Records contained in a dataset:
━━━━━━━━━━━━━━━━
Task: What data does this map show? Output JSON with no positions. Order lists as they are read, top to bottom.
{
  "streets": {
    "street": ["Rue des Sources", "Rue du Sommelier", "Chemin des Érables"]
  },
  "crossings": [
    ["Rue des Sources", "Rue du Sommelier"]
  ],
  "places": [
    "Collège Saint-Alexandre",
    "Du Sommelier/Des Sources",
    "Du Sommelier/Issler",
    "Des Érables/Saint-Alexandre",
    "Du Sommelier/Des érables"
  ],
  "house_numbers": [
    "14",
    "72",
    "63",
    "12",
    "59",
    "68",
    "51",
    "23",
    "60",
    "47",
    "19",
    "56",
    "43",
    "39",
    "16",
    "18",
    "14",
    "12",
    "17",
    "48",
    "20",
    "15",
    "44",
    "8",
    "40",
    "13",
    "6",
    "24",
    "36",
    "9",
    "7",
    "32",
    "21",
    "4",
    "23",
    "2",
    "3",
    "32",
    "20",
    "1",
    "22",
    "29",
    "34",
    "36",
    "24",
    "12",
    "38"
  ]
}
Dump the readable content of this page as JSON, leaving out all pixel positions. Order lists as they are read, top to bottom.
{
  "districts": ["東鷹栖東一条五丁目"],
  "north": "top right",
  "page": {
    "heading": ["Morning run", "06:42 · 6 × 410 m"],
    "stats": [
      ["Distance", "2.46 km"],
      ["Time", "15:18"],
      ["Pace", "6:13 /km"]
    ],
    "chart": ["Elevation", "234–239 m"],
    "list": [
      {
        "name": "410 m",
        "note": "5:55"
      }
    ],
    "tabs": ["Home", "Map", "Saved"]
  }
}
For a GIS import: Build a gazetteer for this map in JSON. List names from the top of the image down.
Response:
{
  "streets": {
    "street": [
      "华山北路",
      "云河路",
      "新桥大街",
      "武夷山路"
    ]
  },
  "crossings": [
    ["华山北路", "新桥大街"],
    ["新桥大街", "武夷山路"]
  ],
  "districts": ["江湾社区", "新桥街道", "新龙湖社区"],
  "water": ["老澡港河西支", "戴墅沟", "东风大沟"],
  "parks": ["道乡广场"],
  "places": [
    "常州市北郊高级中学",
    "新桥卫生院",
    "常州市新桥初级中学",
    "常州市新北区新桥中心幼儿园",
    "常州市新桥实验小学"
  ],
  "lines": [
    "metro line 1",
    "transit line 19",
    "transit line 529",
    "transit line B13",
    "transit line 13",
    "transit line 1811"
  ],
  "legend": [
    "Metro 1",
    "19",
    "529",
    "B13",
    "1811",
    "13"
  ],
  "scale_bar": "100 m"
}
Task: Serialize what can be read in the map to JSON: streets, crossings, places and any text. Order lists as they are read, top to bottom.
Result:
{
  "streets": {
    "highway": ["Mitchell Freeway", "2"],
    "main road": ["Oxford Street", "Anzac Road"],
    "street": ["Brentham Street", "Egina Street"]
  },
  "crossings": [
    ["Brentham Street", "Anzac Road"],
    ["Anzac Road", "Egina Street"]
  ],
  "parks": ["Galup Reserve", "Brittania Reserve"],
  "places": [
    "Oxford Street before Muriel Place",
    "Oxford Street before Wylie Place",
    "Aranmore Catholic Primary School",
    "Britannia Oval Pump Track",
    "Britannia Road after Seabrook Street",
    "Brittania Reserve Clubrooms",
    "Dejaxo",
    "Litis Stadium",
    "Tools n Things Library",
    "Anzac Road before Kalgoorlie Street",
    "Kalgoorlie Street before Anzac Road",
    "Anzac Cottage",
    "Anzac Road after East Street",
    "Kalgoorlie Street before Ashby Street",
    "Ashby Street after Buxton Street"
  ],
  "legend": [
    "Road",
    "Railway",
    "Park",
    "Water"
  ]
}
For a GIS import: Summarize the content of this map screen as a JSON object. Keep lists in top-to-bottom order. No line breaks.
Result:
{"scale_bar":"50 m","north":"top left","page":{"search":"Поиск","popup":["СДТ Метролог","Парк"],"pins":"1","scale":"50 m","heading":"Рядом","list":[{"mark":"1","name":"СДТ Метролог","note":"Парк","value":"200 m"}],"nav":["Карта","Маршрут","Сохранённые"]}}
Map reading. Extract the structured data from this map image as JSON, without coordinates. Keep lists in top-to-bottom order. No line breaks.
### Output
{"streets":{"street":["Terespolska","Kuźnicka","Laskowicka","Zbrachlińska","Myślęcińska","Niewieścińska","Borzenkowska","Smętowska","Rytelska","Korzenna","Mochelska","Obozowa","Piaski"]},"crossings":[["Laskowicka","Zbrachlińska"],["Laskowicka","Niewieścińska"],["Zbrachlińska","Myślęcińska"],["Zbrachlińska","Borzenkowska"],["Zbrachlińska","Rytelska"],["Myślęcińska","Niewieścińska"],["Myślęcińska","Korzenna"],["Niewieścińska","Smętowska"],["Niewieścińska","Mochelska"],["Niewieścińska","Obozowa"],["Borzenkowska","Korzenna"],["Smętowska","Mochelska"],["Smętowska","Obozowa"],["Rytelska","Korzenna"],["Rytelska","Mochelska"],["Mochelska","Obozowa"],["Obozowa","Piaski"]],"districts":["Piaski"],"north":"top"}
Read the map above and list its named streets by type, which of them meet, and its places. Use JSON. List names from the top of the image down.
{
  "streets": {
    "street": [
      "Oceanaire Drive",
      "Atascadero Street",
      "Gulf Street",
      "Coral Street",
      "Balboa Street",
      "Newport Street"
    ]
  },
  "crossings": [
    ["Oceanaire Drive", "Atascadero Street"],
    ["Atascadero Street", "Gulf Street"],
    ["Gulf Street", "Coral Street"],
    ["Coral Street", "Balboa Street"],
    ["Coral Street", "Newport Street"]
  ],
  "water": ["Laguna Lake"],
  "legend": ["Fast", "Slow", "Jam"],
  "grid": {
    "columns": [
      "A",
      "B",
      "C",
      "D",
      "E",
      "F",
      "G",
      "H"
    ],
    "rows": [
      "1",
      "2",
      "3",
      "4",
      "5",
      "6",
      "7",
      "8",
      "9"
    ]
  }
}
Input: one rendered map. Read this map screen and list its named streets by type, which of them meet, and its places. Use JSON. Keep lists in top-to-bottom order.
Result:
━━━━━━━━━━━━━━━━
Check each line of the entries, and copy the ones that contain "Keep".

### [Response to the task]
For a GIS import: Summarize the content of this map screen as a JSON object. Keep lists in top-to-bottom order. No line breaks.
Map reading. Extract the structured data from this map image as JSON, without coordinates. Keep lists in top-to-bottom order. No line breaks.
Input: one rendered map. Read this map screen and list its named streets by type, which of them meet, and its places. Use JSON. Keep lists in top-to-bottom order.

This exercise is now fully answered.